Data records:
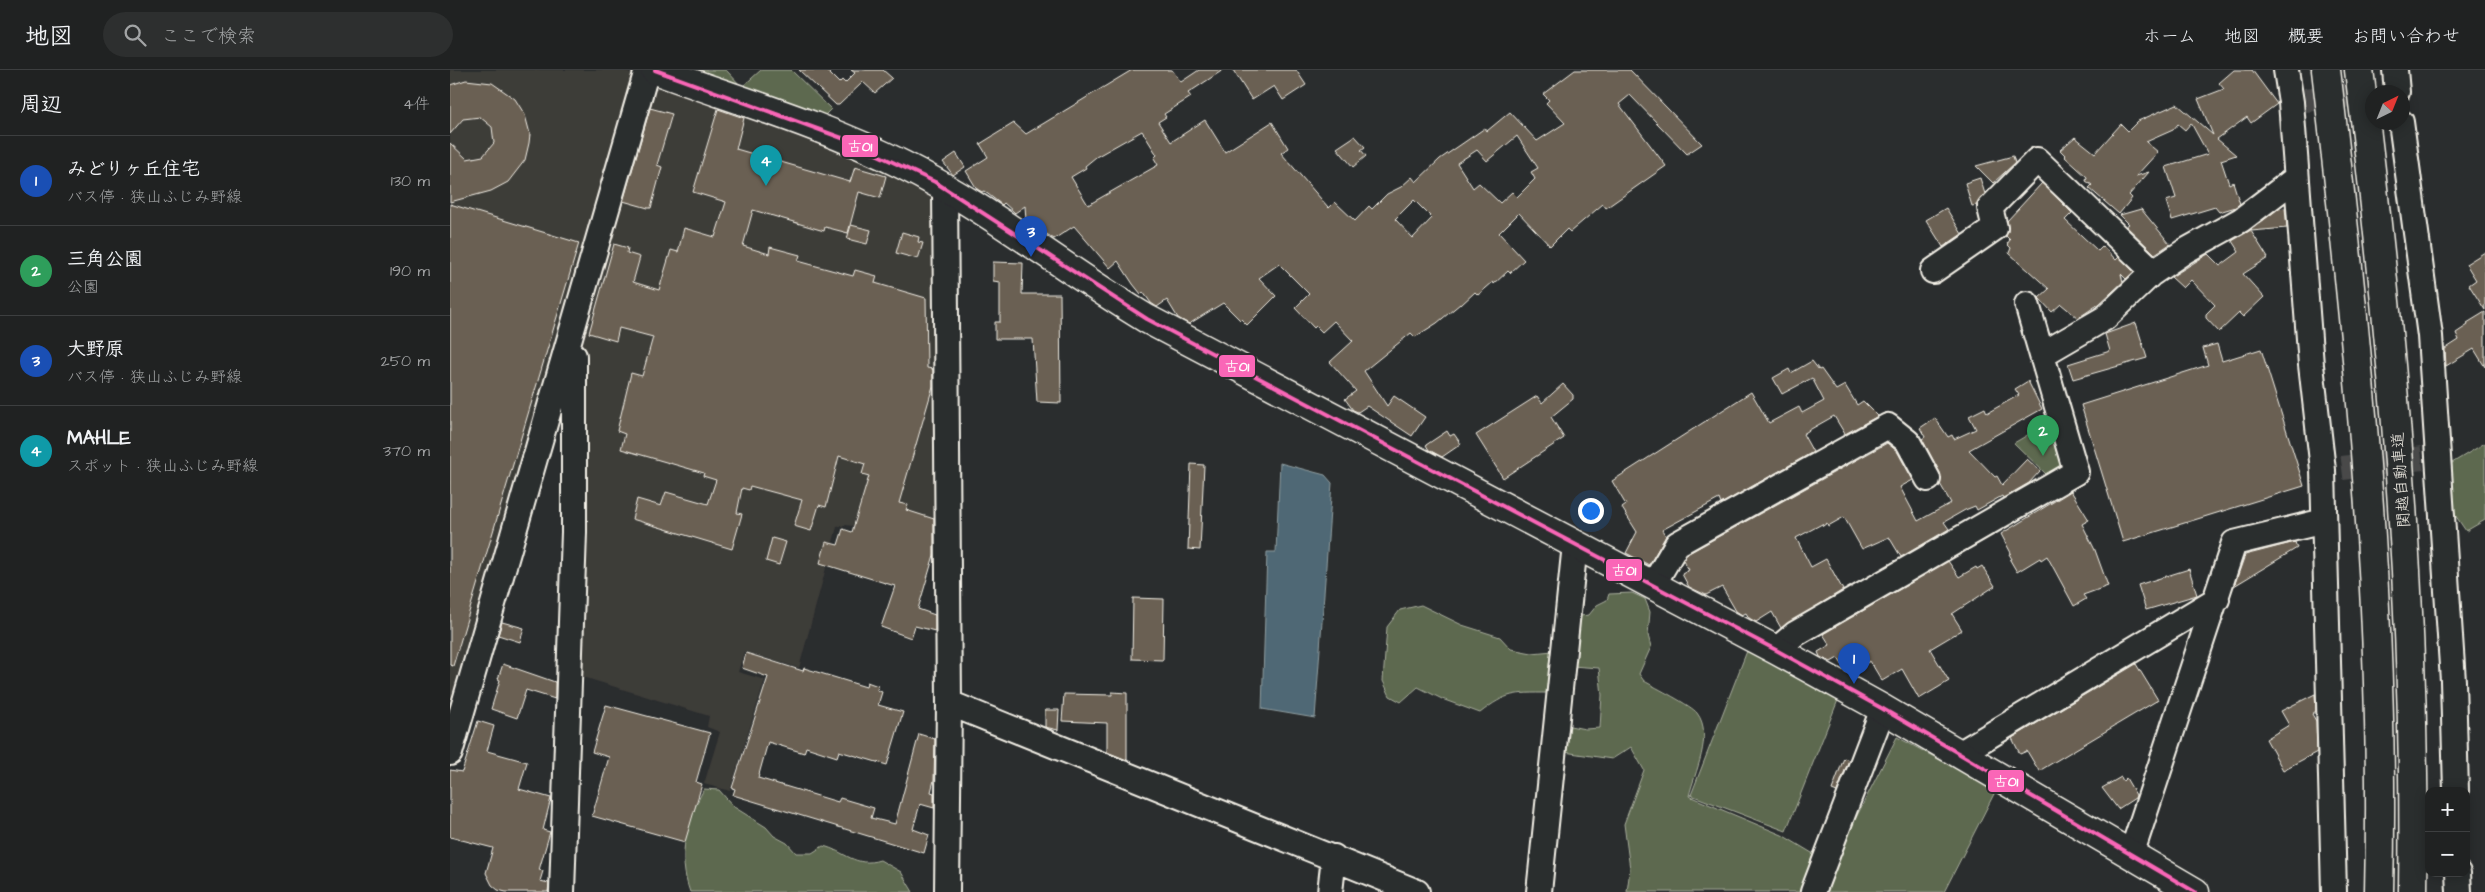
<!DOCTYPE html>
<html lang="ja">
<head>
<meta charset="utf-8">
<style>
	:root { --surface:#202222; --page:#2d2f2f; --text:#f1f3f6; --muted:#a2a4a5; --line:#3d3f40; --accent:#ffd166 }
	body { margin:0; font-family:"Architects Daughter","Klee One",sans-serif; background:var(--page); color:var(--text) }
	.controls { position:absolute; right:15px; bottom:15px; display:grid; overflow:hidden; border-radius:10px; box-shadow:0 2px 12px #0003 }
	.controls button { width:45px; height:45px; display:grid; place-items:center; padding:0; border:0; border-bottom:1px solid var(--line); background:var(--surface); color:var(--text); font:25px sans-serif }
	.compass { position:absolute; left:1915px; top:15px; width:45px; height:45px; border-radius:50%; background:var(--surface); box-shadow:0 2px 12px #0003; rotate:43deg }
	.you { position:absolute; left:1140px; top:440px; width:18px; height:18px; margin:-12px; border:4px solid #fff; border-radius:50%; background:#1a73e8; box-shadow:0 0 0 8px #1a73e833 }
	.badge { display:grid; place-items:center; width:32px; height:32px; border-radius:50%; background:var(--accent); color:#fff; font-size:16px; font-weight:700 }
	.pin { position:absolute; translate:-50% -41px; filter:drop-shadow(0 1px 2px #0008) }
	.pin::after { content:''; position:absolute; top:26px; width:18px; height:15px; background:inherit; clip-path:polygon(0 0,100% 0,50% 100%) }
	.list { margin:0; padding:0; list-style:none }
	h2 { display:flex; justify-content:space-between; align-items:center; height:65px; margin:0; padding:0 20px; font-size:21px }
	h2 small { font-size:16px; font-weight:400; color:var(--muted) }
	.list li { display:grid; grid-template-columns:32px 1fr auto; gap:15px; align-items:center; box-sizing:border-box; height:90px; padding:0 20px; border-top:1px solid var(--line) }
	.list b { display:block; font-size:19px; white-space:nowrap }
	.list p { margin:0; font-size:16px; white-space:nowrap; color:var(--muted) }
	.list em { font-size:16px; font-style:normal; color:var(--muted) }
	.icon { flex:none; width:28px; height:28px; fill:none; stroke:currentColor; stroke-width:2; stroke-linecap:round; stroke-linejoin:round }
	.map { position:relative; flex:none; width:2035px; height:822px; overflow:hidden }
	header { display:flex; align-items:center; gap:30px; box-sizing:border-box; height:70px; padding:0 25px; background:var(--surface); border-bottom:1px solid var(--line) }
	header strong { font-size:24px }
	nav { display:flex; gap:28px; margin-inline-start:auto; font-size:18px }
	.search { width:350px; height:45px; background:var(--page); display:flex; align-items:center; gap:12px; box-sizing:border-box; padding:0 18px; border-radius:28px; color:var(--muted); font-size:19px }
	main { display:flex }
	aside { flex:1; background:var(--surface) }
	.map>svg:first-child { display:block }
	.built { fill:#3e3c39 }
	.green { fill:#5d6950; stroke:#a8ad9c }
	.water { fill:#4f6874; stroke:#919fa2 }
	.building { fill:#6b6052; stroke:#f4f1e8; fill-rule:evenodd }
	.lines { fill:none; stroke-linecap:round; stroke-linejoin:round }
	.minor-tunnel { stroke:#484a4a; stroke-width:24; stroke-dasharray:24 12; stroke-linecap:butt }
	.minor-casing { stroke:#f4f1e8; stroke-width:28 }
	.major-casing { stroke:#f4f1e8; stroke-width:31 }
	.highway-casing { stroke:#f4f1e8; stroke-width:31 }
	.minor { stroke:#2a2d2e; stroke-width:24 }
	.major { stroke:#2a2d2e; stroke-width:28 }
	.highway { stroke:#2a2d2e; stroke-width:28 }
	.bus-1-casing { stroke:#2a2d2e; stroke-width:8 }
	.bus-1 { stroke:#fa66b7; stroke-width:4 }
	.labels { text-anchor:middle; stroke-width:5; stroke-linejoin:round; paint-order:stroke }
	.street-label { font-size:16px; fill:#f4f1e8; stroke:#2a2d2e }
	.line-badge { stroke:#2a2d2e; stroke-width:2 }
	.badge-label { font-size:14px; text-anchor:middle; font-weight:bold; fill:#fff }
</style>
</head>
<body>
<header>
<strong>地図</strong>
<div class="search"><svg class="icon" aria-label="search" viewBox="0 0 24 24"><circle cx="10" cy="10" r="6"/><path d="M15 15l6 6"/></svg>ここで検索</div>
<nav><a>ホーム</a><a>地図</a><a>概要</a><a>お問い合わせ</a></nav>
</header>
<main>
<aside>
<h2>周辺<small>4件</small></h2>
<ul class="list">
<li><span class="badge" style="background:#1a4fb4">1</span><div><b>みどりヶ丘住宅</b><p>バス停 · 狭山ふじみ野線</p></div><em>130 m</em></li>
<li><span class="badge" style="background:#2e9e5b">2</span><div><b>三角公園</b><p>公園</p></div><em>190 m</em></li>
<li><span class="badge" style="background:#1a4fb4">3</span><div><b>大野原</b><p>バス停 · 狭山ふじみ野線</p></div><em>250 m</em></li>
<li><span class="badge" style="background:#0f9aa8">4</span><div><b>MAHLE</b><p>スポット · 狭山ふじみ野線</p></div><em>370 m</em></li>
</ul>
</aside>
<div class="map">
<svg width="2035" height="822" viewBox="0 0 2035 822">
	<rect width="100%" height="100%" fill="#2a2d2e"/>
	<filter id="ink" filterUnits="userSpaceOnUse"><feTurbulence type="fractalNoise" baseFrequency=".02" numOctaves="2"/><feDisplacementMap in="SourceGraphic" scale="10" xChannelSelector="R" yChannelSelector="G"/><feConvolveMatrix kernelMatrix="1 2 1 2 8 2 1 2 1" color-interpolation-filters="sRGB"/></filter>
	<g filter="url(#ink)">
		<path class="built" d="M0 0H173L190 6 0 655Z
			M207 12 434 97 486 125 494 484 403 456 396 455 387 457 349 598 294 582 288 602 315 610 280 721 254 714 270 662 257 657 259 646 130 606 127 262 198 17Z"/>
		<path class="green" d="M238 0H276L292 17 311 0H341L381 39 370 50Z
			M1598 353 1611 393 1609 400 1598 406 1564 373Z
			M2035 373V450L2016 461 2001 439 1999 399 2002 393Z
			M1182 523 1195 529 1200 542 1198 565 1201 577 1189 604 1194 611C1205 617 1242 636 1247 643 1264 665 1244 704 1239 726L1332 765 1362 783 1387 785 1447 667 1546 720 1494 822H1177L1180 799 1174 754 1194 700 1181 677 1162 689 1114 682 1115 660 1120 656 1135 659 1150 658 1152 625 1149 598 1122 596 1098 623C1064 623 1057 622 1030 643L992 629 968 617 951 632 940 626 933 611 937 557 950 540 971 535 1012 555 1050 567 1061 579 1082 583 1103 581 1130 546 1139 545 1147 535 1157 530 1159 524Z
			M1297 581 1388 630 1336 761 1241 725Z
			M254 719 269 720 284 737 316 757 324 766 337 773 346 783H362L373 776C395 781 405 798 430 790L451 802 463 822H240C227 786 236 752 254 719Z"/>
		<path class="water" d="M830 393 875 405 882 413 865 648 812 639 817 482H826Z"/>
		<path class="building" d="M349 0H376L389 13 392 10 395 13 405 3 401 0H433L442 8 425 23 413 12 389 35H386Z
			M682 0H722L731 12 749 0H773L738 23 741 27 714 44 716 47 708 52 721 72 755 50 775 82 822 52 838 78 831 83 878 137 879 138 885 132 905 151 919 136 922 139 937 124 951 117 962 107 966 112 990 89 1035 58 1037 61 1060 42 1087 71 1115 53 1096 33 1099 30 1093 24 1125 0H1180L1252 74 1237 84 1180 25 1169 34 1216 96 1156 138 1153 134 1120 162 1117 159 1100 176 1069 143 1049 163 1074 190 1060 203 1058 201 1044 214 1043 212 1028 225 1025 222 1011 235 1010 234 987 253 965 267 961 263 914 301 937 336 944 326 975 347 962 366 917 336 908 342 903 340 895 329 906 321 880 292 903 271 884 251 872 262 866 256 864 258 845 238 859 224 829 194 809 208 826 226 797 255 791 249 790 250 773 233 739 254 728 248 717 230 707 237 701 233 693 222 691 224 683 214 668 191 660 198 624 156 604 169 576 150 575 136 565 143 554 133 552 135 534 121 532 122 527 119 516 101 538 87 530 74 564 53 576 64ZM692 61 707 85 704 88 708 95 638 135 621 107 636 98 635 96 646 87ZM1067 66 1088 98 1081 102 1085 109 1067 127 1062 122 1050 133 1029 113 1023 118 1007 93 1027 80 1037 91ZM964 130 982 148 963 168 945 149Z
			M783 0H846L856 15 833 30 824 16 802 30Z
			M1784 0H1802L1827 34 1801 53 1797 47 1767 69 1786 85 1771 90 1779 114 1783 112 1790 134 1786 137 1769 142 1765 137 1722 150 1716 131 1726 128 1716 97 1758 84 1741 53 1735 60 1728 54 1723 60 1696 72 1708 82 1686 106 1699 102 1679 125 1682 128 1669 144 1639 118 1642 115 1636 111 1637 107 1615 87 1616 86 1610 80 1625 67 1645 83 1671 54 1678 61 1688 51 1727 34 1763 65 1748 29 1774 19 1769 13Z
			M16 10 42 13 65 29 75 45 80 64 79 73 75 90 58 112 41 121 0 132V73L17 89 33 86 44 73 42 57 30 47 13 49 0 64V15Z
			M200 38 222 44 207 95 212 97 201 138H198L173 131Z
			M268 39 294 48 286 79 400 112 405 97 436 106 430 128 409 122 398 163 375 157 374 161 303 140 293 176 319 184 320 177 350 185 348 191 403 206 405 200 427 206 425 213 476 228 477 298 483 299V316L449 433 458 435 456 440 484 449V485L468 539 485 545V561L465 556 461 568 431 557 445 516 370 493 376 472 388 475 393 459 402 462 419 406 412 404 415 394 389 386 376 437 369 435 361 461 344 456 352 430 300 416 299 420 292 418 287 443 292 444 282 479 182 449 187 429 211 436 216 422 258 434 266 410 253 406 254 403 171 379 175 364 167 361 181 303 192 306 203 267 169 258 166 271 139 263 164 174 178 178 177 183 190 187 183 212 209 220 221 180 228 182 234 158 265 167 276 132 243 122Z
			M905 66 915 77 911 80 916 86 903 97 887 78Z
			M506 83 515 97 503 105 493 92Z
			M1563 86 1565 93 1543 113 1526 96Z
			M1530 108 1535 124 1527 135 1522 136 1515 113Z
			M1592 113 1622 143 1615 150 1648 181 1653 176 1666 190 1669 187 1684 202 1676 209 1671 204 1673 212 1649 234 1628 248 1611 234 1602 242 1589 228 1599 219 1559 183 1561 178 1557 174 1560 170 1556 166 1558 162 1557 151Z
			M0 134 129 173 3 596 0 595Z
			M1496 138 1512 164 1493 177 1476 150Z
			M1835 138 1837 158 1801 161 1818 188 1793 204 1814 227 1793 247 1789 243 1769 262 1756 248V244L1765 235 1741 210 1733 218 1721 207 1758 184 1770 196 1789 182 1782 171 1799 161 1828 139Z
			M1691 139 1720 174 1705 184 1676 156 1679 154 1670 145Z
			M401 155 421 160 417 174 397 169Z
			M452 162 469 167 468 172 473 173 468 189 446 183Z
			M2035 182V240L2019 215 2026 210 2016 194Z
			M543 192 573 193 572 224H610L611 333 587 332 583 269H545V252H550V212L543 211Z
			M2035 242V297L2024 279 1996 296 1995 279 2009 270 2006 263 2018 255 2017 253Z
			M1686 253 1697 288 1623 309 1618 294 1660 281 1655 264Z
			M1767 274 1772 291 1811 279 1854 416 1673 472 1631 335 1758 295 1753 278Z
			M1362 291 1369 300 1371 299 1386 320 1395 315 1407 335 1413 331 1428 346 1395 364 1384 346 1361 359 1353 364 1363 382 1271 434 1269 429 1212 460 1216 466 1199 495 1176 483 1187 462 1172 438 1176 435 1162 411 1301 322 1319 353 1349 337 1352 343 1374 331 1362 308 1332 324 1323 308 1339 299 1341 303Z
			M1578 311 1592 339 1519 380 1545 407 1547 406 1552 415 1577 389 1590 401 1579 413 1553 428 1552 426 1527 440 1525 436 1515 440 1494 452 1499 459 1451 487 1439 467 1412 479 1394 447 1378 456 1377 453 1373 456 1372 454 1346 468 1361 497 1376 489 1393 520 1331 558 1322 542 1306 552 1299 548 1296 543 1292 545 1286 541 1272 517 1256 525 1239 517 1232 504 1239 500 1233 490 1237 484 1437 373 1447 381 1463 410 1450 417 1468 451 1501 433 1490 414V403L1472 369 1475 367 1470 358 1485 348 1498 367 1502 365 1504 369 1526 359 1519 346 1535 338 1537 343 1569 325 1565 319Z
			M1113 314 1123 325V329L1101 347 1114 368 1053 408 1026 365 1087 326 1092 333Z
			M997 361 1000 366 1004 364 1011 374 992 387 979 380 976 375Z
			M741 394 754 395 750 480 738 479Z
			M1621 421 1639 450 1632 454 1645 480 1658 516 1633 525 1636 529 1624 536 1597 486 1591 490 1590 488 1567 502 1560 490 1562 489 1559 484 1561 483 1551 464Z
			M322 468 336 472 329 495 316 491Z
			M1845 472 1847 478 1784 516 1795 485Z
			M1498 491 1509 507 1526 497 1527 499 1532 496 1545 516 1502 544 1512 560 1480 579 1499 611 1469 629 1452 599 1432 611 1420 591 1400 603 1396 601 1388 588 1381 592 1370 587 1368 582 1380 575 1373 564Z
			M1739 499 1747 525 1696 540 1688 515Z
			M683 528 714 529 713 590 682 589Z
			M52 552 74 558 70 572 48 565Z
			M296 583 353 601 354 598 416 617 417 612 428 616 427 620 432 622 428 635 453 642 437 695 389 681 387 687 356 677 354 683 318 672 308 708 388 732 390 728 424 738 421 748 445 754 469 664 485 669 484 710 481 722 484 723V738L470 734 463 759 479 765 474 783 283 725 285 719 282 718 318 607 292 598Z
			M53 594 105 612V629L76 620 67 648 41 639 50 610 48 609Z
			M1686 594 1708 630 1589 701 1577 681 1570 684 1562 668Z
			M662 622 677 623V690L657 682V653L612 651 614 624 662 625Z
			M1865 624 1866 641 1862 644 1866 651 1867 682 1833 700 1816 669 1839 655 1831 641Z
			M156 635 260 663 246 712 252 714 235 772 142 746 159 687 142 682Z
			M595 640H609L608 660 595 657Z
			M28 651 44 656 37 681 77 692 69 719 101 728 93 760 100 762 89 800 93 801 90 811 99 813 98 822H56L48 820 42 815 36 803 43 778 0 767V700L12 702Z
			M1394 688 1399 690 1387 722 1382 720Z
			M1671 707 1673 711 1676 708 1686 725 1685 728 1668 739 1652 718Z"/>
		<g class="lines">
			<path class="minor-tunnel" d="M1855 30 1922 23
				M1892 398 1972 388"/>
			<g class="minor-casing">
				<path id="minor" d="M1836 0 1841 32 1861 295 1873 400 1884 822
					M1945 0 1947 22
					M1951 52 1980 266 2003 611 2006 721
					M495 118 499 633 497 822
					M1483 201 1545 158 1540 138 1587 90 1704 202
					M1593 284 1655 248 1701 204 1735 181 1791 150 1846 108
					M1203 515 1227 474 1438 356 1458 372 1478 409
					M1326 580 1345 564 1626 402 1577 234
					M499 633 967 822
					M0 683 197 0
					M1509 684 1767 529
					M1681 785 1784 473 1874 451
					M2008 803 2009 822
					M112 822 124 462V286
					M880 822 884 787
					M1089 822 1125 474
					M1363 822 1433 639"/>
			</g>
			<g class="major-casing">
				<path id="major" d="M205 0C287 30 374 55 453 95 539 138 615 200 697 249L1326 580 1433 639 1745 822"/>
			</g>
			<g class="highway-casing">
				<path id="highway" d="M1876 0C1908 270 1936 549 1929 822
					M1909 0C1943 272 1967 547 1963 822"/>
			</g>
			<use href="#minor" class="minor"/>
			<use href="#major" class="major"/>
			<use href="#highway" class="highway"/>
			<g class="bus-1-casing">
				<path id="bus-1" d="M205 0 392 68 485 112 697 249 1326 580 1433 639 1745 822"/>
			</g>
			<use href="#bus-1" class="bus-1"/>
		</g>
	</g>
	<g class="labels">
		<g class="street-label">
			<text transform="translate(1950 410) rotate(-94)" y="6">関越自動車道</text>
		</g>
	</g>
	<g class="line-badge">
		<rect x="391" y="64" width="38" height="24" rx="5" fill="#fa66b7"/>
		<rect x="768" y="284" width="38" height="24" rx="5" fill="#fa66b7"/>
		<rect x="1155" y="488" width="38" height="24" rx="5" fill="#fa66b7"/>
		<rect x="1537" y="699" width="38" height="24" rx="5" fill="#fa66b7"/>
	</g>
	<g class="badge-label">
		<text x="410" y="81">古01</text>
		<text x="787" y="301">古01</text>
		<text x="1174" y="505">古01</text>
		<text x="1556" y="716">古01</text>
	</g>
</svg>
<div class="controls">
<button>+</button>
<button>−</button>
</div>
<svg class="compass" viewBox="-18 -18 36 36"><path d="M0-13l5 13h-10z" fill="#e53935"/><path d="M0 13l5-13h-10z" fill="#a2a4a5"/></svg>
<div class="you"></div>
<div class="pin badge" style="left:1404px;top:614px;background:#1a4fb4">1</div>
<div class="pin badge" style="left:1593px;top:386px;background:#2e9e5b">2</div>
<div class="pin badge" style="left:581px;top:187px;background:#1a4fb4">3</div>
<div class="pin badge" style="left:316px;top:116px;background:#0f9aa8">4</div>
</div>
</main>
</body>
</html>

• TASK INSTRUCTIONS
Copy, word for word, the entries above from the first line to the line that holds "font-size:16px; font-weight:400; color:var(--muted)". Drop the pictures.

• RESPONSE TO THIS EXERCISE
<!DOCTYPE html>
<html lang="ja">
<head>
<meta charset="utf-8">
<style>
	:root { --surface:#202222; --page:#2d2f2f; --text:#f1f3f6; --muted:#a2a4a5; --line:#3d3f40; --accent:#ffd166 }
	body { margin:0; font-family:"Architects Daughter","Klee One",sans-serif; background:var(--page); color:var(--text) }
	.controls { position:absolute; right:15px; bottom:15px; display:grid; overflow:hidden; border-radius:10px; box-shadow:0 2px 12px #0003 }
	.controls button { width:45px; height:45px; display:grid; place-items:center; padding:0; border:0; border-bottom:1px solid var(--line); background:var(--surface); color:var(--text); font:25px sans-serif }
	.compass { position:absolute; left:1915px; top:15px; width:45px; height:45px; border-radius:50%; background:var(--surface); box-shadow:0 2px 12px #0003; rotate:43deg }
	.you { position:absolute; left:1140px; top:440px; width:18px; height:18px; margin:-12px; border:4px solid #fff; border-radius:50%; background:#1a73e8; box-shadow:0 0 0 8px #1a73e833 }
	.badge { display:grid; place-items:center; width:32px; height:32px; border-radius:50%; background:var(--accent); color:#fff; font-size:16px; font-weight:700 }
	.pin { position:absolute; translate:-50% -41px; filter:drop-shadow(0 1px 2px #0008) }
	.pin::after { content:''; position:absolute; top:26px; width:18px; height:15px; background:inherit; clip-path:polygon(0 0,100% 0,50% 100%) }
	.list { margin:0; padding:0; list-style:none }
	h2 { display:flex; justify-content:space-between; align-items:center; height:65px; margin:0; padding:0 20px; font-size:21px }
	h2 small { font-size:16px; font-weight:400; color:var(--muted) }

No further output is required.